If "buttons" shows up in a line of the material, return that line.

[Start of Attachment]

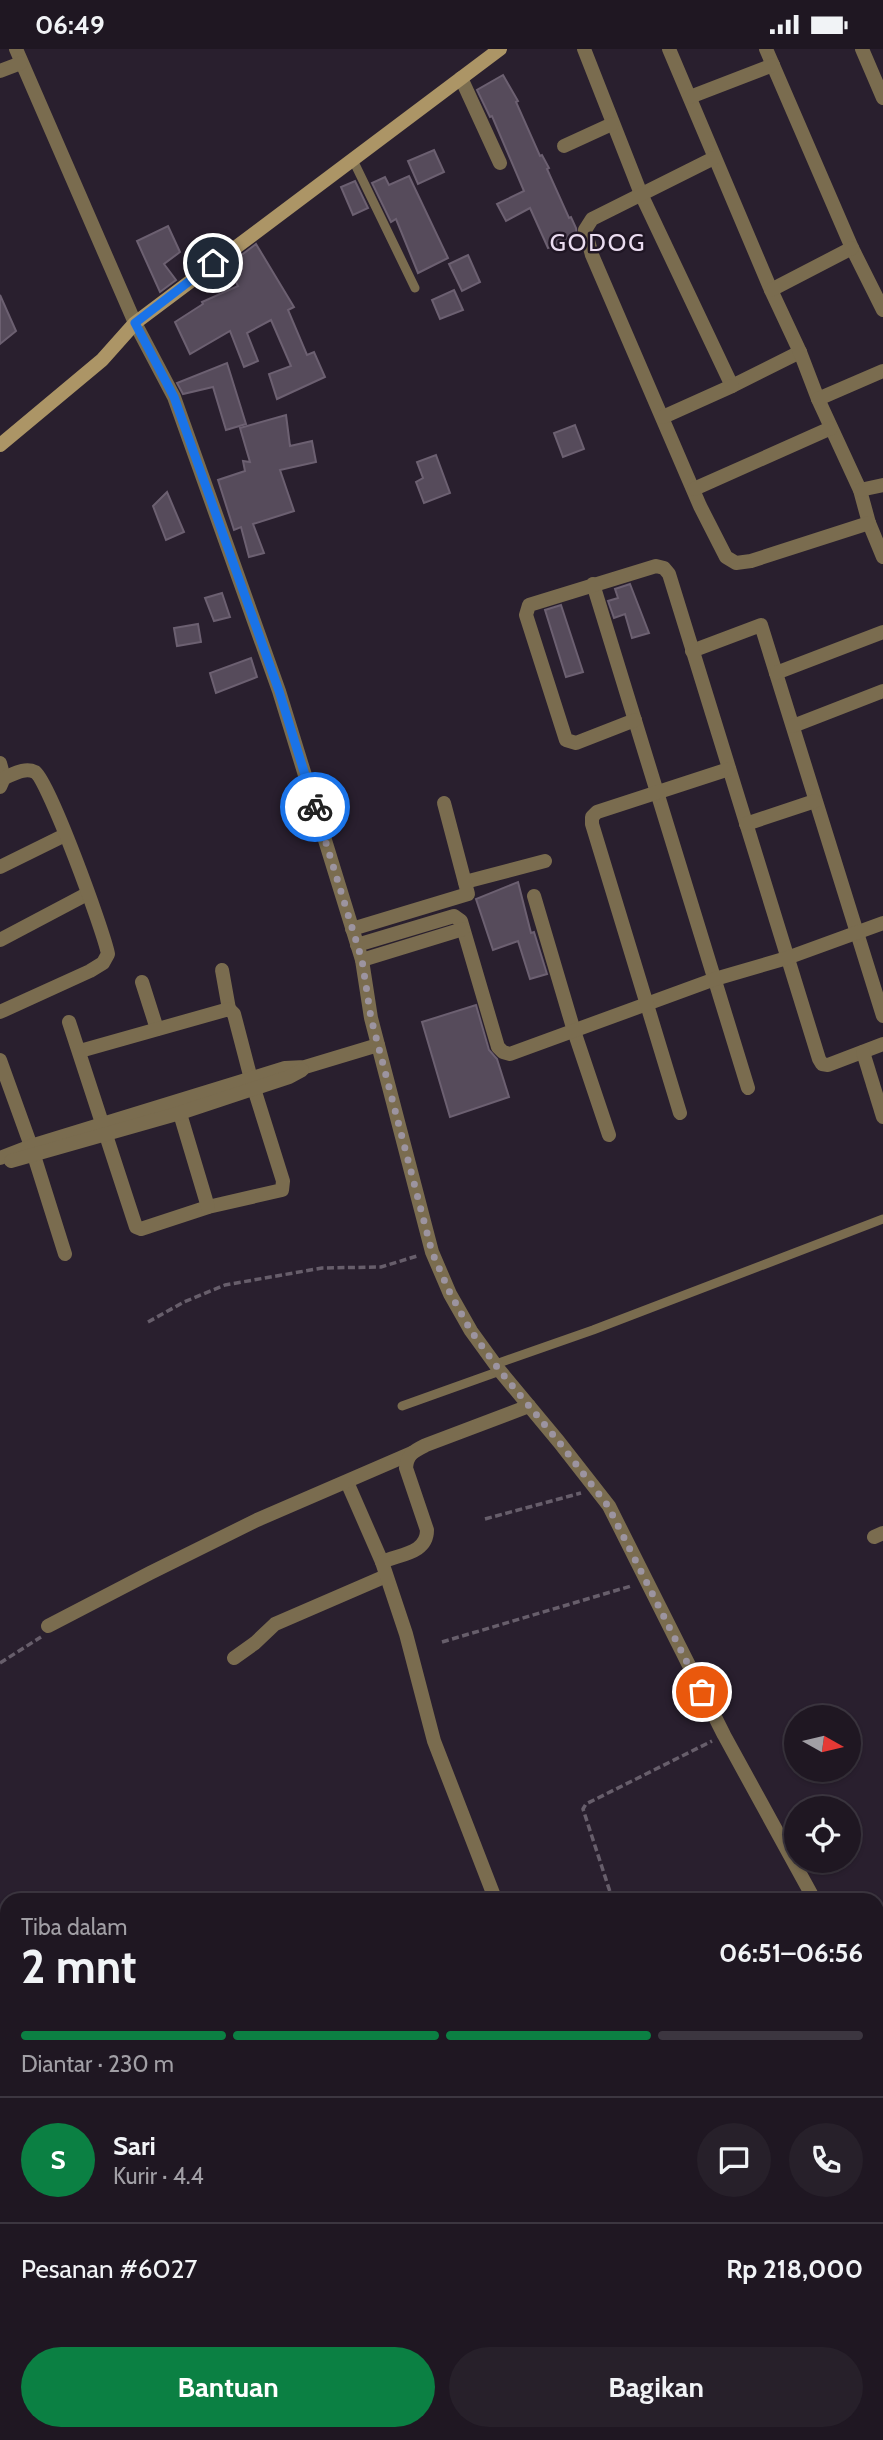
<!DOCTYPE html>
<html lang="id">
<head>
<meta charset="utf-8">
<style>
  body { margin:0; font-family:Cabin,sans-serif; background:#27202a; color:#f1f3f6; height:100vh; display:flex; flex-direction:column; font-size:26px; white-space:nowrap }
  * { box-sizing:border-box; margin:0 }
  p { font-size:23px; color:#a19fa5 }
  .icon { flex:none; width:38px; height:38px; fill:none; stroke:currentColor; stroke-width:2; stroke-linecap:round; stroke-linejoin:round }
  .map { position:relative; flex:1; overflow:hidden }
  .side { position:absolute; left:0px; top:1844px; width:884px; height:548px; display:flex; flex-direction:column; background:#1f1722; border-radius:21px 21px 0 0; box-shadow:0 2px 5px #0004,0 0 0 2px #3c3640 }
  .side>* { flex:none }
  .needle { width:46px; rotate:98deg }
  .buttons { position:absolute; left:784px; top:1656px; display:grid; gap:14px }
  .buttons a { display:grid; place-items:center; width:77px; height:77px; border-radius:50%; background:#1f1722; box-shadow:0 2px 5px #0004,0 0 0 2px #3c3640; font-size:35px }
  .pin { position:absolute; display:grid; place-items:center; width:60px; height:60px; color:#fff; margin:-30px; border:4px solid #fff; border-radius:50%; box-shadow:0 2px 7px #0007 }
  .courier { position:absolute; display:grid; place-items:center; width:70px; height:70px; margin:-35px; border:5px solid #1a73e8; border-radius:50%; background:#fff; color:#222; box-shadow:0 2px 9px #0007 }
  .headline em { font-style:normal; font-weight:700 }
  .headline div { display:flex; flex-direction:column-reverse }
  .headline { display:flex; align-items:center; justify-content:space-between; height:119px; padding:0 21px }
  h1 { font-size:46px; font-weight:700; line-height:52px }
  .bar { display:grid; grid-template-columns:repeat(4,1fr); gap:10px 7px; align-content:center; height:84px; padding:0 21px }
  .bar i { height:9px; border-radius:5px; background:#3c3640 }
  .bar .active { background:#0b8043 }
  .bar p { grid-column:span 4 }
  .line { display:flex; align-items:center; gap:18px; padding:0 21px; border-top:2px solid #3c3640 }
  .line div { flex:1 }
  .round { display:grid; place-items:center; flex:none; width:74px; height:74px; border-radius:37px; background:#27202a }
  .button { display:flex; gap:14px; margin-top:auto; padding:14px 21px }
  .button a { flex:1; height:80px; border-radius:42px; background:#0b8043; color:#fff; font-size:28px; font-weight:700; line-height:80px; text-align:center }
  .button a+a { background:#27202a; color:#f1f3f6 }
  .status { display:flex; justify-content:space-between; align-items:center; height:49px; padding:0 35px; background:#1f1722; direction:ltr }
  .status svg { height:19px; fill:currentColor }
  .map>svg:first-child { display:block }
  .building { fill:#564b5b; stroke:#6c6071; stroke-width:2 }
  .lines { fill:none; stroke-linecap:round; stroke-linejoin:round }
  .path { stroke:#675e6b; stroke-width:3.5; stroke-dasharray:7 3.5; stroke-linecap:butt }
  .lane { stroke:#7a6c4f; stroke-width:9 }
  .street { stroke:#7a6c4f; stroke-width:14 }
  .secondary { stroke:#ac9566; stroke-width:14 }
  .done { stroke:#9c94a0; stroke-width:7; stroke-dasharray:0 12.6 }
  .route { stroke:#1a73e8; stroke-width:9 }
  .labels { text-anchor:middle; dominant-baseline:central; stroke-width:5; stroke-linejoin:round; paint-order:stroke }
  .quarter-label { font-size:24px; letter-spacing:2px; fill:#eadcf0; stroke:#201624 }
</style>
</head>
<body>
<div class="status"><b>06:49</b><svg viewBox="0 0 49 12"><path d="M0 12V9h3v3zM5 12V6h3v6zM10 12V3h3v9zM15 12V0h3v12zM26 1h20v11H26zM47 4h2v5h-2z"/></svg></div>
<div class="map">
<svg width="883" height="2391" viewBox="0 0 883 2391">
  <rect width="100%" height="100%" fill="#291f2e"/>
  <g class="building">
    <path d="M503,26L518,52L516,53L540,107L542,106L549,119L547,120L569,169L571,168L576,179L577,188L548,199L530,159L506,172L497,155L524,142L492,67L490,68L477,41Z"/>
    <path d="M434,101L444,123L418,135L408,112Z"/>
    <path d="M409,127L448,209L418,224L396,170L391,173L372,134L385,128L389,136Z"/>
    <path d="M355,132L368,159L353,166L341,138Z"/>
    <path d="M168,177L180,203L164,215L176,231L160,243L137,192Z"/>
    <path d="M256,195L294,258L288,261L307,306L314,303L325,328L277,350L269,325L291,317L271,271L247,284L258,312L244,318L230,282L190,305L175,273L203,255L202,253L238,237L227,217Z"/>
    <path d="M468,206L480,233L462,242L449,215Z"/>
    <path d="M454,241L463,261L440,270L432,251Z"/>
    <path d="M0,246L16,282L0,295Z"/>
    <path d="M227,314L246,375L226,381L213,338L183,345L177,334Z"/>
    <path d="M286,366L290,397L312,392L316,413L280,421L294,462L253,475L264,504L249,508L241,478L234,481L218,431L245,422L243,412L250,413L240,379Z"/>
    <path d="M575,376L584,400L563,408L554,384Z"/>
    <path d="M436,406L450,444L424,454L416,433L423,429L417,413Z"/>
    <path d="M167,443L184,483L166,491L153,457Z"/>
    <path d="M630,535L649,584L632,589L625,565L614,569L608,552L618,549L615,540Z"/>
    <path d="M222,544L230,568L214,572L205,549Z"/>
    <path d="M561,556L583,623L566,628L545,561Z"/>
    <path d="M198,575L201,593L177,597L174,579Z"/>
    <path d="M251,609L257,628L216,644L210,624Z"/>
    <path d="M518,833L531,884L534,883L547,925L530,930L518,892L493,901L476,850Z"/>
    <path d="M476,956L489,1001L497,1010L509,1048L450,1068L422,973Z"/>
  </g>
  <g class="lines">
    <g class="path">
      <path d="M148,1273L184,1253L225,1236L322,1219L381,1218L417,1207"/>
      <path d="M485,1470L581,1444"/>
      <path d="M442,1593L631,1537"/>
      <path d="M0,1614L41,1588"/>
      <path d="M613,1852L583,1760L586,1755L712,1692"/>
      <path d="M877,2249L883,2246"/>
      <path d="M587,2391L598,2385"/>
    </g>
    <g class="lane">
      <path d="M352,109L415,239"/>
      <path d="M496,1315L593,1281L883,1170"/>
      <path d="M402,1357L500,1322"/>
    </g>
    <g class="street">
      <path d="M16,0L135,274L174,348L279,642L362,911L371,969L432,1203L450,1245L471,1282L500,1322L559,1393L609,1457L724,1686L815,1852"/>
      <path d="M584,0L641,145L732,337L800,303"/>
      <path d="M669,0L771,241L800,303L818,350L860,441L869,474L883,508"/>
      <path d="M766,0L852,199L883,261"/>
      <path d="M862,0L883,49"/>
      <path d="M0,22L21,14"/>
      <path d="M461,29L500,114"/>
      <path d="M690,48L773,16"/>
      <path d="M564,97L612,75"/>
      <path d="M714,109L592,170L585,181L592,206L700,457L726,508L736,514L751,512L869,474"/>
      <path d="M771,241L852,199"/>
      <path d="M818,350L883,322"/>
      <path d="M663,368L732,337"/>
      <path d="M694,440L831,379"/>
      <path d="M860,441L883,436"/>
      <path d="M593,535L748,1039"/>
      <path d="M692,602L761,576L883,967"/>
      <path d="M776,624L883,583"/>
      <path d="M635,671L576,694L566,691L526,566L529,556L656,517L664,519L669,525L819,1010L822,1015L828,1016L883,995"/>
      <path d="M793,677L883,642"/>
      <path d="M0,714L4,729L0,738"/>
      <path d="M746,775L815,752"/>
      <path d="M0,818L65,786"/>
      <path d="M465,833L545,812"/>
      <path d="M534,847L574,982L609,1086"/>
      <path d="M352,880L468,845L444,754"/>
      <path d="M0,891L87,845"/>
      <path d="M357,896L454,867L461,872L498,998L503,1003L510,1005L715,930L787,909L883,874"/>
      <path d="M362,911L463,880"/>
      <path d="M222,921L229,960"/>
      <path d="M142,933L157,980"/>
      <path d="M0,963L90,922L103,914L108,905C104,883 48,730 35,723C25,718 14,725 4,729"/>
      <path d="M69,973L136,1178L141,1180L208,1158L282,1141L283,1132L251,1030L234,965L229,960L80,1002"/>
      <path d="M863,1003L883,1068"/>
      <path d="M0,1011L31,1097L65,1205"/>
      <path d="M178,1058L208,1158"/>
      <path d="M680,1064L592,775V768L597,763L729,720"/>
      <path d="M0,1109L31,1097L285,1019L305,1018L378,996"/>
      <path d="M11,1112L180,1064L289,1028L302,1021"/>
      <path d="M347,1433L382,1513"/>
      <path d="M874,1488L883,1484"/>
      <path d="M48,1577L150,1524L257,1471L412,1404"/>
      <path d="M234,1609L255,1594L275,1575L386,1527"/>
      <path d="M496,1852L434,1692L406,1585L382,1513C399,1505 427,1505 427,1481L406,1419C407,1405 414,1402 426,1396L529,1357"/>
      <path d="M877,1975L883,1987"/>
    </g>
    <path class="secondary" d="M0,396L102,311L135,274L500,0"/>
  </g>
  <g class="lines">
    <path class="done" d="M315,758L362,911L371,969L432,1203L450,1244L471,1282L500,1322L559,1393L608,1457L702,1643"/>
    <path class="route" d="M213,214L135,274L174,348L279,642L315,758"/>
  </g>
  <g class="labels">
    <g class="quarter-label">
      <text x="598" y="193">GODOG</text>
    </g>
  </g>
</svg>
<div class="buttons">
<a><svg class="needle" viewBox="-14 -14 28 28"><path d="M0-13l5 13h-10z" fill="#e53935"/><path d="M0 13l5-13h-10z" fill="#a19fa5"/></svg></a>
<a><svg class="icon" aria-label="locate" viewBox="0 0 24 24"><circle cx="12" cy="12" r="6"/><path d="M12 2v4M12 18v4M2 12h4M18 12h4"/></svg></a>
</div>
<div class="pin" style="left:702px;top:1643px;background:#ea580c"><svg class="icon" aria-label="bag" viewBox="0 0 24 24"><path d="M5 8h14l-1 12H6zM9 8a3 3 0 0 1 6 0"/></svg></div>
<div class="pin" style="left:213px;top:214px;background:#1f2937"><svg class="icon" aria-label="home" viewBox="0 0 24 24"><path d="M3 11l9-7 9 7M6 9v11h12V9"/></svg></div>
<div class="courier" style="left:315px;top:758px"><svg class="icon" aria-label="bike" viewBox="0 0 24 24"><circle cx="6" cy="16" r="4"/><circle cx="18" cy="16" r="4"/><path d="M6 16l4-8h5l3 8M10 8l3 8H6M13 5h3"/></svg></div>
<section class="side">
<div class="headline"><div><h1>2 mnt</h1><p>Tiba dalam</p></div><em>06:51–06:56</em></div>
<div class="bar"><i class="active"></i><i class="active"></i><i class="active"></i><i></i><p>Diantar · 230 m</p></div>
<div class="line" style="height:126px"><b class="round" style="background:#0b8043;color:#fff">S</b><div><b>Sari</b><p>Kurir · 4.4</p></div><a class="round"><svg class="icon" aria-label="chat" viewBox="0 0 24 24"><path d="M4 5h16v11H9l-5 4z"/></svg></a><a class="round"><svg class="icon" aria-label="phone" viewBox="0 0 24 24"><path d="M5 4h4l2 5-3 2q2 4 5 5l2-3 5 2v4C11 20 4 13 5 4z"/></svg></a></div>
<div class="line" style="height:91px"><div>Pesanan #6027</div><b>Rp 218,000</b></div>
<div class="button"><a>Bantuan</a><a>Bagikan</a></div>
</section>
</div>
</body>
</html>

[End of Attachment]

■ Output of the exercise ■
  .buttons { position:absolute; left:784px; top:1656px; display:grid; gap:14px }
  .buttons a { display:grid; place-items:center; width:77px; height:77px; border-radius:50%; background:#1f1722; box-shadow:0 2px 5px #0004,0 0 0 2px #3c3640; font-size:35px }
<div class="buttons">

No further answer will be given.